> **Requirement**
Find the word "translate" in the listing, and copy out each line where it turns up.

> **Excerpted data**
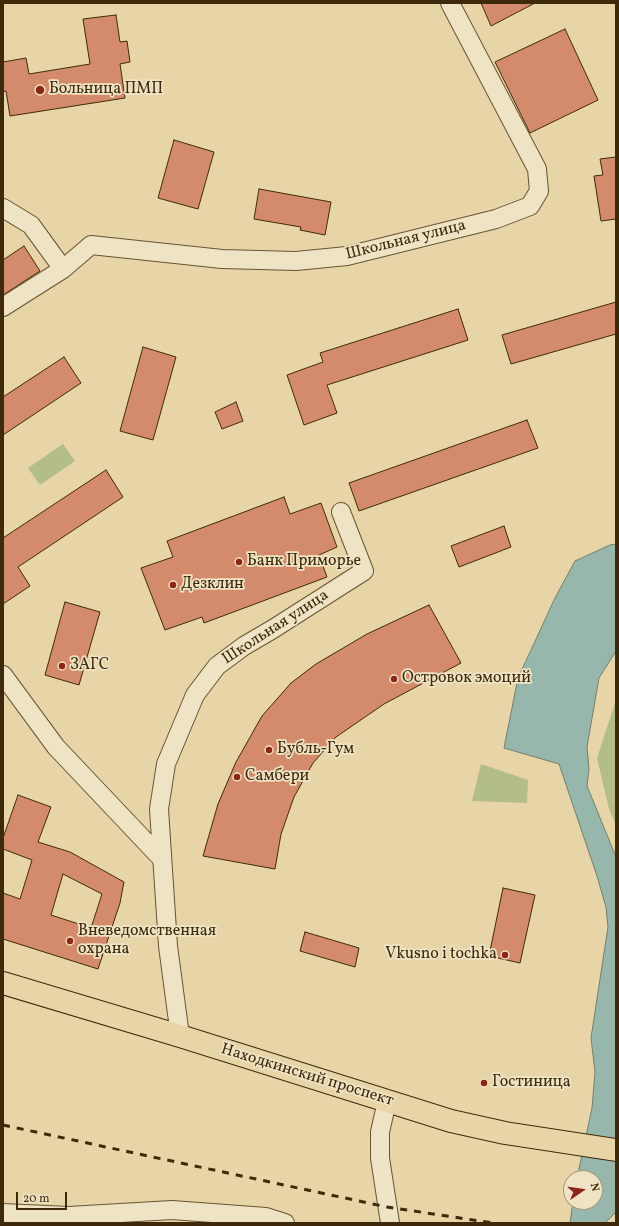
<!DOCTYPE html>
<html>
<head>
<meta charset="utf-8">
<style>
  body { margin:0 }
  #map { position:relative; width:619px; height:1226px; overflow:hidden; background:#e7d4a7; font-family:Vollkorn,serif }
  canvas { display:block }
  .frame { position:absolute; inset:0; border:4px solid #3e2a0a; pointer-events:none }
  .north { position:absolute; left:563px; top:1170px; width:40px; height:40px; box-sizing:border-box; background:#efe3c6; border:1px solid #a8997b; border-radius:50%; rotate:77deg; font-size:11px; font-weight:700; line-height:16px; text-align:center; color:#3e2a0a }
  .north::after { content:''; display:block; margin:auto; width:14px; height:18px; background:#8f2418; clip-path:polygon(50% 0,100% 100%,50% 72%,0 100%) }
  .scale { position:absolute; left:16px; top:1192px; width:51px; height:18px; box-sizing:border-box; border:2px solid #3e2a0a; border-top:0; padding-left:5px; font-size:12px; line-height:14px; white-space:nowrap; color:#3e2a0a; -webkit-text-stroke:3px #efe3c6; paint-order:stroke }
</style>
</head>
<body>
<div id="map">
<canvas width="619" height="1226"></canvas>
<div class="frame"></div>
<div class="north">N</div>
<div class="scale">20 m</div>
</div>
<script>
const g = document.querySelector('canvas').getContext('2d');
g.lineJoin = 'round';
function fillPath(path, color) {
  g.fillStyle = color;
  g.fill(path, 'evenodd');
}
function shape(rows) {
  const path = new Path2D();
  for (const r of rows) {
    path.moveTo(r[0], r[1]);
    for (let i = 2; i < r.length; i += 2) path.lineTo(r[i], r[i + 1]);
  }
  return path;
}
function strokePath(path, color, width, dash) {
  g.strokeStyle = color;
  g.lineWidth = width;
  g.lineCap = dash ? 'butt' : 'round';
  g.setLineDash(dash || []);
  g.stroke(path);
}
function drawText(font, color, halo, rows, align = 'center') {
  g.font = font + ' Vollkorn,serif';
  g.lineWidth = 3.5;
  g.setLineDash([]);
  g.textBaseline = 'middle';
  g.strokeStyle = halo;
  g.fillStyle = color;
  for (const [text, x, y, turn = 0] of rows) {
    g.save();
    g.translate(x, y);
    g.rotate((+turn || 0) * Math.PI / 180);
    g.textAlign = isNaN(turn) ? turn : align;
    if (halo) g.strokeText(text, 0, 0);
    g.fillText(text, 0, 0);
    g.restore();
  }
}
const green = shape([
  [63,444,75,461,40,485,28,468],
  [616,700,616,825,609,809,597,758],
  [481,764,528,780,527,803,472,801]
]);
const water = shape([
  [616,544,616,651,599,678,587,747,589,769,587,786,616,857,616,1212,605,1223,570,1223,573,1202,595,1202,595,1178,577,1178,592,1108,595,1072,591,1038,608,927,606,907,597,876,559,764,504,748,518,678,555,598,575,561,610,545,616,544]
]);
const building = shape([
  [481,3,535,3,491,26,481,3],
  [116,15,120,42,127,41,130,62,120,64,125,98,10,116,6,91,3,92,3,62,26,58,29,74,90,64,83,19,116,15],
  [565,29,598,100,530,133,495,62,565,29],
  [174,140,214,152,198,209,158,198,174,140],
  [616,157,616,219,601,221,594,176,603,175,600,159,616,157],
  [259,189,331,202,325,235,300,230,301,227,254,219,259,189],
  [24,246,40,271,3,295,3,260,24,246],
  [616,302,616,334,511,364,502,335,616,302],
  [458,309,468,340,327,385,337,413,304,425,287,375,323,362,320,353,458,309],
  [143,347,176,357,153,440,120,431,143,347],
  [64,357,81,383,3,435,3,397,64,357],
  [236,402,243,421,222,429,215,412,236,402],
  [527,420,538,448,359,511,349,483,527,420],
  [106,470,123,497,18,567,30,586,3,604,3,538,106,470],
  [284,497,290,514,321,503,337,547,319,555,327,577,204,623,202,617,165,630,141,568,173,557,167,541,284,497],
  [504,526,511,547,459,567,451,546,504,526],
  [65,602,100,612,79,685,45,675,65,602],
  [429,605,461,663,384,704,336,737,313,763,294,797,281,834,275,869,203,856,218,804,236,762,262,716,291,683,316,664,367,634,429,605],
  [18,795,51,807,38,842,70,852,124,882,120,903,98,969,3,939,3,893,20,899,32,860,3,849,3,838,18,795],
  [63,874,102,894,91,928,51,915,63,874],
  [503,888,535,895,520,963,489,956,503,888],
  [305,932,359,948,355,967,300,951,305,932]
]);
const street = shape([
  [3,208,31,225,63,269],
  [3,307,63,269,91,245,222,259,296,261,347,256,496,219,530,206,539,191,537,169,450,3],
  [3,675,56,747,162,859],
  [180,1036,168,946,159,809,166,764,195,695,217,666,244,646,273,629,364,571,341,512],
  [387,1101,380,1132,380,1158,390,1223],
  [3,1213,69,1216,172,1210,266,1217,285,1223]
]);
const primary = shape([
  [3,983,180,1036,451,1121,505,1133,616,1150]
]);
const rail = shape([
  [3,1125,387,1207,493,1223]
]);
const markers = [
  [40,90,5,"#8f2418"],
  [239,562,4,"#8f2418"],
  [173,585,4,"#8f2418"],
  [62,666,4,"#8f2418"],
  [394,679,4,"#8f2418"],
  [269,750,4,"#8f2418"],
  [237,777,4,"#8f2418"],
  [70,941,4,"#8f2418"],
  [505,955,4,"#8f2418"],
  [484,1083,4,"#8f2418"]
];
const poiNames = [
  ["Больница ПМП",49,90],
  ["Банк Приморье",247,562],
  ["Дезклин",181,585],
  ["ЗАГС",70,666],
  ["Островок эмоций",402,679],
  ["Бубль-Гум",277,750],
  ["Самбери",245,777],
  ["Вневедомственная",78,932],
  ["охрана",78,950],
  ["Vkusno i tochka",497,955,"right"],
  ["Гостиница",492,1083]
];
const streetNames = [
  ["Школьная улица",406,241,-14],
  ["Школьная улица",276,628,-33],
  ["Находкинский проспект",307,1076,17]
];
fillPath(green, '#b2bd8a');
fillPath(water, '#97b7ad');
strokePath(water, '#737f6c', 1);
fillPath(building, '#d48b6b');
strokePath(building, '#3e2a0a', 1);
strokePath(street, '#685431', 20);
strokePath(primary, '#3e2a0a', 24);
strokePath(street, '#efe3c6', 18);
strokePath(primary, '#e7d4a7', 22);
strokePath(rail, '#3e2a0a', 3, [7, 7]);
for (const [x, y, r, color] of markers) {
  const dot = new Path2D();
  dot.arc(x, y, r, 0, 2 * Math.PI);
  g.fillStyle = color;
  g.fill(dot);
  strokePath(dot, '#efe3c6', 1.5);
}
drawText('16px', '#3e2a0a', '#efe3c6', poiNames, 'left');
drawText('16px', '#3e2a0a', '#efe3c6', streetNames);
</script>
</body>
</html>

* * *

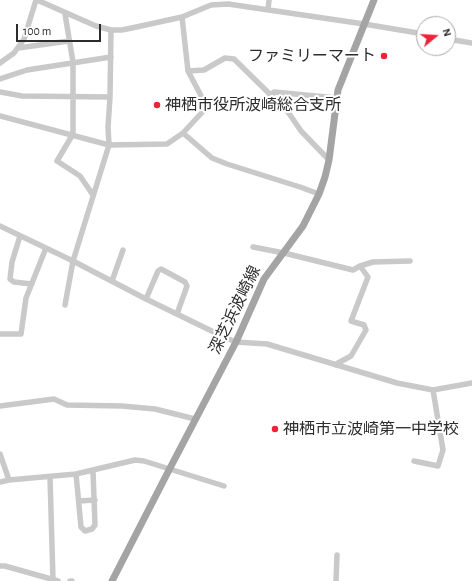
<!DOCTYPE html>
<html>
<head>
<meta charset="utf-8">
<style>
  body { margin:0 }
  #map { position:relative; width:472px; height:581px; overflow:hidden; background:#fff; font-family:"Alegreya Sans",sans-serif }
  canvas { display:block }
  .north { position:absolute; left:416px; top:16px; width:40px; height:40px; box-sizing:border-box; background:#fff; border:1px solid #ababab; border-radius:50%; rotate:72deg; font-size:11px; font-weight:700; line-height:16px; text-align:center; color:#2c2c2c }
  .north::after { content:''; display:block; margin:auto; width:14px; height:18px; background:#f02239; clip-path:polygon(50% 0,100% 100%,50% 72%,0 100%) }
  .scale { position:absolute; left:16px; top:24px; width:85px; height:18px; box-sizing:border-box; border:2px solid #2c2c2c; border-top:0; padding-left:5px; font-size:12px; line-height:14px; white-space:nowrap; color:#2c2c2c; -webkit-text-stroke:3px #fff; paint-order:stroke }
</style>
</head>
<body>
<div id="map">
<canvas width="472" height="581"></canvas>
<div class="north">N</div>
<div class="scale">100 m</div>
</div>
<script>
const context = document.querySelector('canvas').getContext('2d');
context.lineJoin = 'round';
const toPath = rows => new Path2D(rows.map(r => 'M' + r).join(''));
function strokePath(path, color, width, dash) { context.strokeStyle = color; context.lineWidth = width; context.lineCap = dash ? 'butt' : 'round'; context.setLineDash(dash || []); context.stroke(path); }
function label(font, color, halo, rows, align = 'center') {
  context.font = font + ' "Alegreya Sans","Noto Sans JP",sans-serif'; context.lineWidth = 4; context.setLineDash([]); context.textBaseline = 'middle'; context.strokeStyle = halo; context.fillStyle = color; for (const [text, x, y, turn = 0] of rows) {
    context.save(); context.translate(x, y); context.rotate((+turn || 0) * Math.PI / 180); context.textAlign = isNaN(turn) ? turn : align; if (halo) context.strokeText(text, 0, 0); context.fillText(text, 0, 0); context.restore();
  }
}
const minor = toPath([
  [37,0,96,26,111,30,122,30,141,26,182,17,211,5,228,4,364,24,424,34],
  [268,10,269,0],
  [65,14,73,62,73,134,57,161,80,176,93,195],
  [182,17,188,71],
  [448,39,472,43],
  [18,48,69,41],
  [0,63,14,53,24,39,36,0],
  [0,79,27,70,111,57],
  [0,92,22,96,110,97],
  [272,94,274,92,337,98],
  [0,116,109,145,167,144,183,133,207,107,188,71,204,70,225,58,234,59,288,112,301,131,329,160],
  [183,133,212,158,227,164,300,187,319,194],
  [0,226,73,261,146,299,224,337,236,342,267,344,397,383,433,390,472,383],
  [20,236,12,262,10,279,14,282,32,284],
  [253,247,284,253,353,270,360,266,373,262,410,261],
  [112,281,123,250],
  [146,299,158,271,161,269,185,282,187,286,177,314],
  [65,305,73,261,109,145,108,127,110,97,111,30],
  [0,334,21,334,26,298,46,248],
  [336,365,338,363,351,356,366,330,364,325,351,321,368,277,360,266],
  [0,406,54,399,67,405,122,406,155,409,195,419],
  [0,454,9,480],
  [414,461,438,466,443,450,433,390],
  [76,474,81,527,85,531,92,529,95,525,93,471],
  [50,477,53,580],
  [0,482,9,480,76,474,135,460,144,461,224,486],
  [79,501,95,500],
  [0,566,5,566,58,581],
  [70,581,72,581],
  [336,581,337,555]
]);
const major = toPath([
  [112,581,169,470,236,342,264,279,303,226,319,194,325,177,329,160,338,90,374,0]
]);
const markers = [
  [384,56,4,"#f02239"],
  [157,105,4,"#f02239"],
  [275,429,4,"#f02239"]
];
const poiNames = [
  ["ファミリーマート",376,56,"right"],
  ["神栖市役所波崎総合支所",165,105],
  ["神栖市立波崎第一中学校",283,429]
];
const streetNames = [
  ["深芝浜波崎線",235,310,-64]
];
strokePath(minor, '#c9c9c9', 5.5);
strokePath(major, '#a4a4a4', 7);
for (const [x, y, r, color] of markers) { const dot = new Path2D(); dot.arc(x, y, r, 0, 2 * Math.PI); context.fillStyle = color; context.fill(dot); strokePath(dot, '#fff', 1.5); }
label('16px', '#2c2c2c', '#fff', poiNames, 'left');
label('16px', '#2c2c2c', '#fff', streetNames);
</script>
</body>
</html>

> **Exercise answer**
    g.translate(x, y);
    context.save(); context.translate(x, y); context.rotate((+turn || 0) * Math.PI / 180); context.textAlign = isNaN(turn) ? turn : align; if (halo) context.strokeText(text, 0, 0); context.fillText(text, 0, 0); context.restore();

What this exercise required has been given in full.